Vitamin A deficiency retinopathy also shows changes on electrophysiologic testing, which can aid in the diagnosis and treatment monitoring for patients. Vitamin A deficiency preferentially affects the electrophysiologic function of rod over cone photoreceptors, and presents early with reduced scotopic, and preserved photopic, responses on full-field ERG. This was seen in our patient, with the full-field ERG demonstrating reduced amplitude of rod-isolated and combined rod-cone responses, but preserved cone-isolated responses. Multiple cases, such as Saker et al. in 2015 and Breazzano et al. in 2023, demonstrate that central cone function can be affected in late-stage vitamin A deficiency retinopathy, and cone photoreceptor function has delayed recovery compared to generalised rod function [7, 9]. While generalized cone dysfunction was not noted in our patient on full-field ERG, there was some evidence of reduced macular function on multifocal ERG, which suggests at least some compromised central cone function, consistent with the patient’s reduced visual acuity and central macular anatomic disorganization. Therefore, early detection of hypovitaminosis A related ocular disease is crucial to prevent irreversible vision loss. As previously documented, there was a dramatic improvement on full-field ERG testing following high-dose vitamin A supplementation after just 2 months of therapy [7,8,9]. Prompt treatment in coordination with the team managing the underlying malabsorptive disorder should be initiated to aid in visual recovery.

The incidence of celiac disease is growing in the developing world, which has led to an increase in malabsorptive disorders; therefore, understanding the impact of these disorders on ophthalmic health may become more relevant to comprehensive practice. Our patient was appropriately supplementing his gluten-free diet with vitamin D, the primary molecule which has been found in low serum levels for these patients. However, our patient was not supplementing with vitamin A. Hypovitaminosis A has been seen in patients with underlying celiac disease, which have manifested as irreversible xerophthalmia [10]. Vitamin A is also primarily stored in hepatic stellate cells. However, in a state of hepatic insult, liver cells lose vitamin A during conversion to myofibroblasts which ultimately leads to liver fibrosis [11]. Our patient’s past medical history of non-cirrhotic portal hypertension and moderate liver fibrosis placed him at an increased risk of hypovitaminosis A. Patients with visual decline in this setting should have a prompt eye examination to rule out vitamin A deficiency retinopathy and initiate replacement therapy to prevent irreversible xerophthalmia and vision loss.

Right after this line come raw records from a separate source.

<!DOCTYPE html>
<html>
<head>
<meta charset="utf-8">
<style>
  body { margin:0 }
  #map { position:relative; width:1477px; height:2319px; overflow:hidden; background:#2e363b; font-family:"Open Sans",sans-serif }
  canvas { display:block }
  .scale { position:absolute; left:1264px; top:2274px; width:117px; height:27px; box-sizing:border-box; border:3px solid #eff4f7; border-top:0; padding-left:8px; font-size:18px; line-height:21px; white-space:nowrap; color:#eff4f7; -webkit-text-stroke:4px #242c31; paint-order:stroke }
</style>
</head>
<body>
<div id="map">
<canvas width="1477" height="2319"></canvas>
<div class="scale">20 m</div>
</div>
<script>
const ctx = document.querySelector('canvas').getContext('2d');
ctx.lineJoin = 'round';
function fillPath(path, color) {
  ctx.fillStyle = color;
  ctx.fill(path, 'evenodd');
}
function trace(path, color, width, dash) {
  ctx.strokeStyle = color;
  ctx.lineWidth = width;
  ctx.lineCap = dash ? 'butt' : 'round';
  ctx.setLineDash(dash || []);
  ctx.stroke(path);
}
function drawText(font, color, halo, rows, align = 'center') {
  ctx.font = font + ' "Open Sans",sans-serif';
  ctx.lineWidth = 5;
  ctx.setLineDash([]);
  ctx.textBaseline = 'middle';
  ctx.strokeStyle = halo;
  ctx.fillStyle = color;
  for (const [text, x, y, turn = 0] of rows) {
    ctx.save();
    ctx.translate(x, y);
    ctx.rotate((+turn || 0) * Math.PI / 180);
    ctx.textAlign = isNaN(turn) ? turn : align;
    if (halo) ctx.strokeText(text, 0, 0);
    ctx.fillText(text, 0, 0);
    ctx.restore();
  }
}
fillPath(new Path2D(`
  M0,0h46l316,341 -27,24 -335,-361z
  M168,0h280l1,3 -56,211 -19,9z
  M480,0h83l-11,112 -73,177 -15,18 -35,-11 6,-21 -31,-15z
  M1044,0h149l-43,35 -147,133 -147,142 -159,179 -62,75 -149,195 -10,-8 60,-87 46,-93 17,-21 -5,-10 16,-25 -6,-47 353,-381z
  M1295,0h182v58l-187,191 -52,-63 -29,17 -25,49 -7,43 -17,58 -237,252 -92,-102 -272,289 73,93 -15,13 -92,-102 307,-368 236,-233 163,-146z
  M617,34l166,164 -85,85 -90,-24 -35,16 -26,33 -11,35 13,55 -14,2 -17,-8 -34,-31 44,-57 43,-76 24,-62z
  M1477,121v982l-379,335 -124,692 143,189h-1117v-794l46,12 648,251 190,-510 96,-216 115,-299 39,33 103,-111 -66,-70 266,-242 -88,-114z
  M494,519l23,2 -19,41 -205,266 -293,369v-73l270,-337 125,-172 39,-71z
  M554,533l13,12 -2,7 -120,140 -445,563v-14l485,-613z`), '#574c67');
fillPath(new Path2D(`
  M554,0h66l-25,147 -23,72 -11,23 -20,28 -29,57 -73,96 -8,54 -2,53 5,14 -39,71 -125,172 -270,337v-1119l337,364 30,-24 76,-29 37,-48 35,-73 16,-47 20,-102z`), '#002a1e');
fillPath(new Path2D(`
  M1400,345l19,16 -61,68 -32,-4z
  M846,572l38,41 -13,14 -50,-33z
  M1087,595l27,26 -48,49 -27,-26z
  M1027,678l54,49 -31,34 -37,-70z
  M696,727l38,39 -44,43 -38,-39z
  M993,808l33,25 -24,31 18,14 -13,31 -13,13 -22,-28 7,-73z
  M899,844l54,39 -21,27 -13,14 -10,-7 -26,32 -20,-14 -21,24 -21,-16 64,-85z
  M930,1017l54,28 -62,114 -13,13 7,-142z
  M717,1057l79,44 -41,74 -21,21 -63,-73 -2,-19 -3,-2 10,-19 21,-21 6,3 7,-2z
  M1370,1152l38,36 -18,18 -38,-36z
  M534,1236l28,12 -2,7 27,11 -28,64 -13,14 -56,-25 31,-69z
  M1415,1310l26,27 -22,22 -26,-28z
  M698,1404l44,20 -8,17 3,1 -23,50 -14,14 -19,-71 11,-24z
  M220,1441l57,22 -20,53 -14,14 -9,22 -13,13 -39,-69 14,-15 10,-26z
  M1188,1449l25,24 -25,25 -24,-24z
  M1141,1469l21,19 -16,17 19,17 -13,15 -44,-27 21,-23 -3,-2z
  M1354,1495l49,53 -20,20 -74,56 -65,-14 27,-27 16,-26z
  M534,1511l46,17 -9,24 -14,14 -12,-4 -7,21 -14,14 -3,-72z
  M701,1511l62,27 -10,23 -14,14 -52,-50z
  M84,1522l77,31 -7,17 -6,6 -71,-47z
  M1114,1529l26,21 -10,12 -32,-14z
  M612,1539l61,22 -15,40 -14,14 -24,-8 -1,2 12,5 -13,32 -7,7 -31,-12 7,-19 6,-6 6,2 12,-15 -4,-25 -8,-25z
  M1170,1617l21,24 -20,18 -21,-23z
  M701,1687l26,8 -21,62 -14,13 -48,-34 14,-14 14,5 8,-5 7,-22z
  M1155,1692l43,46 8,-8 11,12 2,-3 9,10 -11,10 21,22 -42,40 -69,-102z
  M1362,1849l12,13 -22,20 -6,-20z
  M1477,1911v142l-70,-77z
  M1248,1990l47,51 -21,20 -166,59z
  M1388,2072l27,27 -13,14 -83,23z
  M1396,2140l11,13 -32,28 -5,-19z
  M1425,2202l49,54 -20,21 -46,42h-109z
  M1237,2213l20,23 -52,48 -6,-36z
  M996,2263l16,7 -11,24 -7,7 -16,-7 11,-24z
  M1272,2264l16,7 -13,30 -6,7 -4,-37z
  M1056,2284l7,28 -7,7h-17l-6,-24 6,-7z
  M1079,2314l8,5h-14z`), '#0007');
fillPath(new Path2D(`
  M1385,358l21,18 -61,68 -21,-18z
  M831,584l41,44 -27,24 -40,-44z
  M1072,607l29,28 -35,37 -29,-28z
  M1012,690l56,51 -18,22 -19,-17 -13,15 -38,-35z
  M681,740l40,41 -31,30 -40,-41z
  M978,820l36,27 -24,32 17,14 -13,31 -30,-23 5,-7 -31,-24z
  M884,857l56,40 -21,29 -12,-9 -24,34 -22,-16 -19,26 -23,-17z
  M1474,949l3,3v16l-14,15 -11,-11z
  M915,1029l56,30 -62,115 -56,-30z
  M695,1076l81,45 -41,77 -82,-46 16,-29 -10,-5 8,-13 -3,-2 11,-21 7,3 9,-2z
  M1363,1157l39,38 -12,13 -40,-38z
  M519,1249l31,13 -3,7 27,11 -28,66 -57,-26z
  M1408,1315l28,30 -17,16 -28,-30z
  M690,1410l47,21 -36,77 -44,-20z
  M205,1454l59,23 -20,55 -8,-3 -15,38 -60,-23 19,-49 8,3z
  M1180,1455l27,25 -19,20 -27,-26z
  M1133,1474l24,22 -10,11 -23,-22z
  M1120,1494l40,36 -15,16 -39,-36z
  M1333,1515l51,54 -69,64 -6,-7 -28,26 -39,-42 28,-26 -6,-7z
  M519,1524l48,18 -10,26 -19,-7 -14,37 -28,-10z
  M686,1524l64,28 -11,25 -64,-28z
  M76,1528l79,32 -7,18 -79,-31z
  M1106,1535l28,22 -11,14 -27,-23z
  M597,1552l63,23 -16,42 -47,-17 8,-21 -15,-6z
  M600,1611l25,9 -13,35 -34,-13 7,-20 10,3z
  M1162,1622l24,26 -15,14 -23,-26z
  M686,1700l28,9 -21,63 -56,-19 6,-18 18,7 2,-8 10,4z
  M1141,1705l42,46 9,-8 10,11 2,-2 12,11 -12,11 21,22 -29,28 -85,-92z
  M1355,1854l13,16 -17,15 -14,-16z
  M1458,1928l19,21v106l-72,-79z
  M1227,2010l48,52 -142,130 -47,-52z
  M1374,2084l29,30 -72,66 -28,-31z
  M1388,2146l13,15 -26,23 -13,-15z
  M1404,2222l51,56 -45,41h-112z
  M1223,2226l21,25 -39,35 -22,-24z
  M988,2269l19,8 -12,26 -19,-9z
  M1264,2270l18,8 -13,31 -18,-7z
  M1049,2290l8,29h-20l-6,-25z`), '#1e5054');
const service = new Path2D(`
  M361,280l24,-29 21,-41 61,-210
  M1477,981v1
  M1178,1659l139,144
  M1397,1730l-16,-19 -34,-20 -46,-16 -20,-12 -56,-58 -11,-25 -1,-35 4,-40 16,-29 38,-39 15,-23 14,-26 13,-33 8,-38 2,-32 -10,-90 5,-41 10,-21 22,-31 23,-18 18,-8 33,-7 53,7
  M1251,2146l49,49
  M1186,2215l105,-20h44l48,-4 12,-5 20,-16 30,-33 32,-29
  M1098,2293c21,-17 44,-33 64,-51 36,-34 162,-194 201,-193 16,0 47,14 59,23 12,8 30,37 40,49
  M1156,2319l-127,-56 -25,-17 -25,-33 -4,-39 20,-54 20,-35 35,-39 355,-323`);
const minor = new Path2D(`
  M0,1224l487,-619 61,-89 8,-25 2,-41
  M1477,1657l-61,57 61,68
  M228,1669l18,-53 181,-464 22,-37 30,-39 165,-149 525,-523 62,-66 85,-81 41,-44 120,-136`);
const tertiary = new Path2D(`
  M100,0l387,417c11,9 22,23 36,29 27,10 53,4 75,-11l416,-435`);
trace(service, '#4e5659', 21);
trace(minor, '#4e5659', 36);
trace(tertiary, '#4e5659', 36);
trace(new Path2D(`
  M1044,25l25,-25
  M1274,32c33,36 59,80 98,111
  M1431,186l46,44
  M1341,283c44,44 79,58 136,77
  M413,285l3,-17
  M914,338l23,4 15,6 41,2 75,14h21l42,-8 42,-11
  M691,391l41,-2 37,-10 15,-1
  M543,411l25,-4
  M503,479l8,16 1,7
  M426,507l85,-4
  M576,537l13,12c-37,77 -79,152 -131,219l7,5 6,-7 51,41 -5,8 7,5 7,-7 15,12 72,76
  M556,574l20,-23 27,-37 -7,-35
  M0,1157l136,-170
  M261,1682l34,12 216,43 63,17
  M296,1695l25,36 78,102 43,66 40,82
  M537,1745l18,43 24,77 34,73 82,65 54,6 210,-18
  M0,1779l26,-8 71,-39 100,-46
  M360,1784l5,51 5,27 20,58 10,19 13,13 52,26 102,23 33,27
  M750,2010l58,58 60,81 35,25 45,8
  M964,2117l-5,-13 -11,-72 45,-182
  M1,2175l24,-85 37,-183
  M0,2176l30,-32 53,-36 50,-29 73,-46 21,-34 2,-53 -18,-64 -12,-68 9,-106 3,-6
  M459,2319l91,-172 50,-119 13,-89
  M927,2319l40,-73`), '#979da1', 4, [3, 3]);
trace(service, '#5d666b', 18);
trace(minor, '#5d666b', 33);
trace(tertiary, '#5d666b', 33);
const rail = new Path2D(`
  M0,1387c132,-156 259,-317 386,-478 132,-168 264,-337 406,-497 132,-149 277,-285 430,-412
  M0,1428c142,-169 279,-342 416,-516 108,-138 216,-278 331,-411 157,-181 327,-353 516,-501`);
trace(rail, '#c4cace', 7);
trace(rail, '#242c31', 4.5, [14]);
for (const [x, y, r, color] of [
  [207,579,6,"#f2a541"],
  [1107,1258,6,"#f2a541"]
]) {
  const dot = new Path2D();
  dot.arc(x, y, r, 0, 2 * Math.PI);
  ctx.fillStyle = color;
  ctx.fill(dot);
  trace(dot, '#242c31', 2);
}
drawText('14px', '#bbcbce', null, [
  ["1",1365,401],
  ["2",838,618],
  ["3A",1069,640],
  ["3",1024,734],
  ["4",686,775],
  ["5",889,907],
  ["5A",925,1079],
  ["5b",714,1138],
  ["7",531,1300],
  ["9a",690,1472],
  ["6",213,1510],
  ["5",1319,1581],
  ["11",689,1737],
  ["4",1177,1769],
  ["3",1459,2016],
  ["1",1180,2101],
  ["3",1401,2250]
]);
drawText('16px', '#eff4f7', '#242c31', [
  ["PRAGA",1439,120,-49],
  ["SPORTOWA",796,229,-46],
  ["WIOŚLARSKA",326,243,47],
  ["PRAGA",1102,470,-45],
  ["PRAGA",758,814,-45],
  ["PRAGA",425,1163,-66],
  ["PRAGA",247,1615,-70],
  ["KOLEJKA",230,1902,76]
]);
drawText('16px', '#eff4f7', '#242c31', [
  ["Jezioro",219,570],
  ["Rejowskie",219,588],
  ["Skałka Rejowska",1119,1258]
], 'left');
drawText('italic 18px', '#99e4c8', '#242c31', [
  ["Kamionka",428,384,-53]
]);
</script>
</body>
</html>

In summary, ophthalmic manifestations of vitamin A deficiency present with both characteristic ocular surface irregularities and fundus findings of retinopathy, including hyper-reflective dots in the mid-periphery, outer retinal thinning and loss of the ellipsoid zone. Electrophysiologic testing demonstrates preferential rod photoreceptor insult and is an important ancillary for both diagnostic confirmation of retinal dysfunction and monitoring of response to therapy. Treatment with vitamin A supplementation can help reverse outer retinal changes and improve electrophysiologic visual function. Patients with celiac disease or underlying liver disease should be advised on appropriate supplementation to avoid fat-soluble vitamin deficiency, and have a dedicated retinal examination if they present with visual disturbances in order for therapy to be initiated prior to advanced or irreversible disease.